***** MATERIAL TO PROCESS

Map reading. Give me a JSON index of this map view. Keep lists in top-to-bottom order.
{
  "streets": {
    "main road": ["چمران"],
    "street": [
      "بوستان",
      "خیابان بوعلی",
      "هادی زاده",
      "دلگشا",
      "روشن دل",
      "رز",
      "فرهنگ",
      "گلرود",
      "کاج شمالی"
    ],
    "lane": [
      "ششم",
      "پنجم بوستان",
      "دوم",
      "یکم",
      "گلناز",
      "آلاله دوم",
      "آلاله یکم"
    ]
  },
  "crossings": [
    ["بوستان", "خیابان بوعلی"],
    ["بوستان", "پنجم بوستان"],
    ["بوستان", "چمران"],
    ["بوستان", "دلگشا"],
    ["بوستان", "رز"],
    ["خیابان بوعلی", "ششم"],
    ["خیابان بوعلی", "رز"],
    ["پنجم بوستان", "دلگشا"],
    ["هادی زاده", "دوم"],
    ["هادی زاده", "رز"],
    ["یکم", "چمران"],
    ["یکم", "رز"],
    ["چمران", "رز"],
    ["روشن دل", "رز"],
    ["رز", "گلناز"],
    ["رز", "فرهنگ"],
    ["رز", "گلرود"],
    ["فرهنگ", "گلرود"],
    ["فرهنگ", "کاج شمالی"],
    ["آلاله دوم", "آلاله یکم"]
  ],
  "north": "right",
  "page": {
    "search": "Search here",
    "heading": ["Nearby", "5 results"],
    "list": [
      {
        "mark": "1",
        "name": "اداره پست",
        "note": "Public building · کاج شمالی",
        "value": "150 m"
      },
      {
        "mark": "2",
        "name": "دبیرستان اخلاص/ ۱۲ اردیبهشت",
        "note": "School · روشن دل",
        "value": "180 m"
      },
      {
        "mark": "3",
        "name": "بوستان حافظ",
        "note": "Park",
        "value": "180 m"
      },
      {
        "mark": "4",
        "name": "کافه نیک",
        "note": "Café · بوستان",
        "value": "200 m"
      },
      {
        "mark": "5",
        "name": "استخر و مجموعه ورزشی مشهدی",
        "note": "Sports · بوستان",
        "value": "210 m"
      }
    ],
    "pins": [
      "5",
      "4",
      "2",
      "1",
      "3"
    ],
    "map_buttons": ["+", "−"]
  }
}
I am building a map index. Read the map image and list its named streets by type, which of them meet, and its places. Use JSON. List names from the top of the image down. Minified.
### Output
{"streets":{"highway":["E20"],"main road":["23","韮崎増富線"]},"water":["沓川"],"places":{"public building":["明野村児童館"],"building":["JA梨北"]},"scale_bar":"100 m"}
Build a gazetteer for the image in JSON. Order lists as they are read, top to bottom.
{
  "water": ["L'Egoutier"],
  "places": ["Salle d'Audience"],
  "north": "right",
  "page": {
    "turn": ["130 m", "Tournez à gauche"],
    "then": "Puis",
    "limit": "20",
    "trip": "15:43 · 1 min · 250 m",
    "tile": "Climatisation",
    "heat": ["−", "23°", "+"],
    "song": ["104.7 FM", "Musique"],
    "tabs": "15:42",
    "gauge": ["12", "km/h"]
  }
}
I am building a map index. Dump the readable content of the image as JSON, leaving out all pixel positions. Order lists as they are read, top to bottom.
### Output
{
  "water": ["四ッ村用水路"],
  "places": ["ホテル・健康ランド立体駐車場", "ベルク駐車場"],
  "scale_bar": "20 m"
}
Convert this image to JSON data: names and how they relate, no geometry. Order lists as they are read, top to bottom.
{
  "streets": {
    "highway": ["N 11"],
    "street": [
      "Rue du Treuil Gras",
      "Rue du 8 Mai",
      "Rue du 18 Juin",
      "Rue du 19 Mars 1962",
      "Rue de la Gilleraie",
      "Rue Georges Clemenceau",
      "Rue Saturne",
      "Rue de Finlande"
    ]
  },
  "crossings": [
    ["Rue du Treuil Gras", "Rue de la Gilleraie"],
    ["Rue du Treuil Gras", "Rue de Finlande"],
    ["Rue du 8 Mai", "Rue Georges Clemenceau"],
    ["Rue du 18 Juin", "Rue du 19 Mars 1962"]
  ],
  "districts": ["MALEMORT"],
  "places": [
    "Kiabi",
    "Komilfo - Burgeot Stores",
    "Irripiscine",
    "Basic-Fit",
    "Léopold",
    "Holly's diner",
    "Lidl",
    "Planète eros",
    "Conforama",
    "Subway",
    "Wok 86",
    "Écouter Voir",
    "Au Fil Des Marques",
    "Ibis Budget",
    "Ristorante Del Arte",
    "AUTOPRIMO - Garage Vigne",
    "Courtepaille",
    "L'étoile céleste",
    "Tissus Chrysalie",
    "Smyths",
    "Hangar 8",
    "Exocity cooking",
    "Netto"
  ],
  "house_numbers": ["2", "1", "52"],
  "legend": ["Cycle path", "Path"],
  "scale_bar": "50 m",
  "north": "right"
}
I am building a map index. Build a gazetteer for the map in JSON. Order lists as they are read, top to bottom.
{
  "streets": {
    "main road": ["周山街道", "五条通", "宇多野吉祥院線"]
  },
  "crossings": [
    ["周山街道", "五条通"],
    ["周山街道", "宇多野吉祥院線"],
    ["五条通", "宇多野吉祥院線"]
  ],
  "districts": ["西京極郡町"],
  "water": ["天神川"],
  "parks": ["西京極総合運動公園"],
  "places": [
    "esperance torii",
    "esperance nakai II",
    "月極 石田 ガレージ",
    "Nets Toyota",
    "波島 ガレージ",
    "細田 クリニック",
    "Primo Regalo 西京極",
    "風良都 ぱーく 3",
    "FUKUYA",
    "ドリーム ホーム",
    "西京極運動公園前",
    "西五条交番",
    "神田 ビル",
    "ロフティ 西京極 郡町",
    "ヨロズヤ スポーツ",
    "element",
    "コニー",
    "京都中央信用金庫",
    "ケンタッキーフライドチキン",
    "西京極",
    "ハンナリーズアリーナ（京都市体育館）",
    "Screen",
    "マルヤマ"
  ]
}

**********

#### WHAT YOU NEED TO DO:
Return an exact copy of the listing.

#### WRITTEN RESPONSE:
Map reading. Give me a JSON index of this map view. Keep lists in top-to-bottom order.
{
  "streets": {
    "main road": ["چمران"],
    "street": [
      "بوستان",
      "خیابان بوعلی",
      "هادی زاده",
      "دلگشا",
      "روشن دل",
      "رز",
      "فرهنگ",
      "گلرود",
      "کاج شمالی"
    ],
    "lane": [
      "ششم",
      "پنجم بوستان",
      "دوم",
      "یکم",
      "گلناز",
      "آلاله دوم",
      "آلاله یکم"
    ]
  },
  "crossings": [
    ["بوستان", "خیابان بوعلی"],
    ["بوستان", "پنجم بوستان"],
    ["بوستان", "چمران"],
    ["بوستان", "دلگشا"],
    ["بوستان", "رز"],
    ["خیابان بوعلی", "ششم"],
    ["خیابان بوعلی", "رز"],
    ["پنجم بوستان", "دلگشا"],
    ["هادی زاده", "دوم"],
    ["هادی زاده", "رز"],
    ["یکم", "چمران"],
    ["یکم", "رز"],
    ["چمران", "رز"],
    ["روشن دل", "رز"],
    ["رز", "گلناز"],
    ["رز", "فرهنگ"],
    ["رز", "گلرود"],
    ["فرهنگ", "گلرود"],
    ["فرهنگ", "کاج شمالی"],
    ["آلاله دوم", "آلاله یکم"]
  ],
  "north": "right",
  "page": {
    "search": "Search here",
    "heading": ["Nearby", "5 results"],
    "list": [
      {
        "mark": "1",
        "name": "اداره پست",
        "note": "Public building · کاج شمالی",
        "value": "150 m"
      },
      {
        "mark": "2",
        "name": "دبیرستان اخلاص/ ۱۲ اردیبهشت",
        "note": "School · روشن دل",
        "value": "180 m"
      },
      {
        "mark": "3",
        "name": "بوستان حافظ",
        "note": "Park",
        "value": "180 m"
      },
      {
        "mark": "4",
        "name": "کافه نیک",
        "note": "Café · بوستان",
        "value": "200 m"
      },
      {
        "mark": "5",
        "name": "استخر و مجموعه ورزشی مشهدی",
        "note": "Sports · بوستان",
        "value": "210 m"
      }
    ],
    "pins": [
      "5",
      "4",
      "2",
      "1",
      "3"
    ],
    "map_buttons": ["+", "−"]
  }
}
I am building a map index. Read the map image and list its named streets by type, which of them meet, and its places. Use JSON. List names from the top of the image down. Minified.
### Output
{"streets":{"highway":["E20"],"main road":["23","韮崎増富線"]},"water":["沓川"],"places":{"public building":["明野村児童館"],"building":["JA梨北"]},"scale_bar":"100 m"}
Build a gazetteer for the image in JSON. Order lists as they are read, top to bottom.
{
  "water": ["L'Egoutier"],
  "places": ["Salle d'Audience"],
  "north": "right",
  "page": {
    "turn": ["130 m", "Tournez à gauche"],
    "then": "Puis",
    "limit": "20",
    "trip": "15:43 · 1 min · 250 m",
    "tile": "Climatisation",
    "heat": ["−", "23°", "+"],
    "song": ["104.7 FM", "Musique"],
    "tabs": "15:42",
    "gauge": ["12", "km/h"]
  }
}
I am building a map index. Dump the readable content of the image as JSON, leaving out all pixel positions. Order lists as they are read, top to bottom.
### Output
{
  "water": ["四ッ村用水路"],
  "places": ["ホテル・健康ランド立体駐車場", "ベルク駐車場"],
  "scale_bar": "20 m"
}
Convert this image to JSON data: names and how they relate, no geometry. Order lists as they are read, top to bottom.
{
  "streets": {
    "highway": ["N 11"],
    "street": [
      "Rue du Treuil Gras",
      "Rue du 8 Mai",
      "Rue du 18 Juin",
      "Rue du 19 Mars 1962",
      "Rue de la Gilleraie",
      "Rue Georges Clemenceau",
      "Rue Saturne",
      "Rue de Finlande"
    ]
  },
  "crossings": [
    ["Rue du Treuil Gras", "Rue de la Gilleraie"],
    ["Rue du Treuil Gras", "Rue de Finlande"],
    ["Rue du 8 Mai", "Rue Georges Clemenceau"],
    ["Rue du 18 Juin", "Rue du 19 Mars 1962"]
  ],
  "districts": ["MALEMORT"],
  "places": [
    "Kiabi",
    "Komilfo - Burgeot Stores",
    "Irripiscine",
    "Basic-Fit",
    "Léopold",
    "Holly's diner",
    "Lidl",
    "Planète eros",
    "Conforama",
    "Subway",
    "Wok 86",
    "Écouter Voir",
    "Au Fil Des Marques",
    "Ibis Budget",
    "Ristorante Del Arte",
    "AUTOPRIMO - Garage Vigne",
    "Courtepaille",
    "L'étoile céleste",
    "Tissus Chrysalie",
    "Smyths",
    "Hangar 8",
    "Exocity cooking",
    "Netto"
  ],
  "house_numbers": ["2", "1", "52"],
  "legend": ["Cycle path", "Path"],
  "scale_bar": "50 m",
  "north": "right"
}
I am building a map index. Build a gazetteer for the map in JSON. Order lists as they are read, top to bottom.
{
  "streets": {
    "main road": ["周山街道", "五条通", "宇多野吉祥院線"]
  },
  "crossings": [
    ["周山街道", "五条通"],
    ["周山街道", "宇多野吉祥院線"],
    ["五条通", "宇多野吉祥院線"]
  ],
  "districts": ["西京極郡町"],
  "water": ["天神川"],
  "parks": ["西京極総合運動公園"],
  "places": [
    "esperance torii",
    "esperance nakai II",
    "月極 石田 ガレージ",
    "Nets Toyota",
    "波島 ガレージ",
    "細田 クリニック",
    "Primo Regalo 西京極",
    "風良都 ぱーく 3",
    "FUKUYA",
    "ドリーム ホーム",
    "西京極運動公園前",
    "西五条交番",
    "神田 ビル",
    "ロフティ 西京極 郡町",
    "ヨロズヤ スポーツ",
    "element",
    "コニー",
    "京都中央信用金庫",
    "ケンタッキーフライドチキン",
    "西京極",
    "ハンナリーズアリーナ（京都市体育館）",
    "Screen",
    "マルヤマ"
  ]
}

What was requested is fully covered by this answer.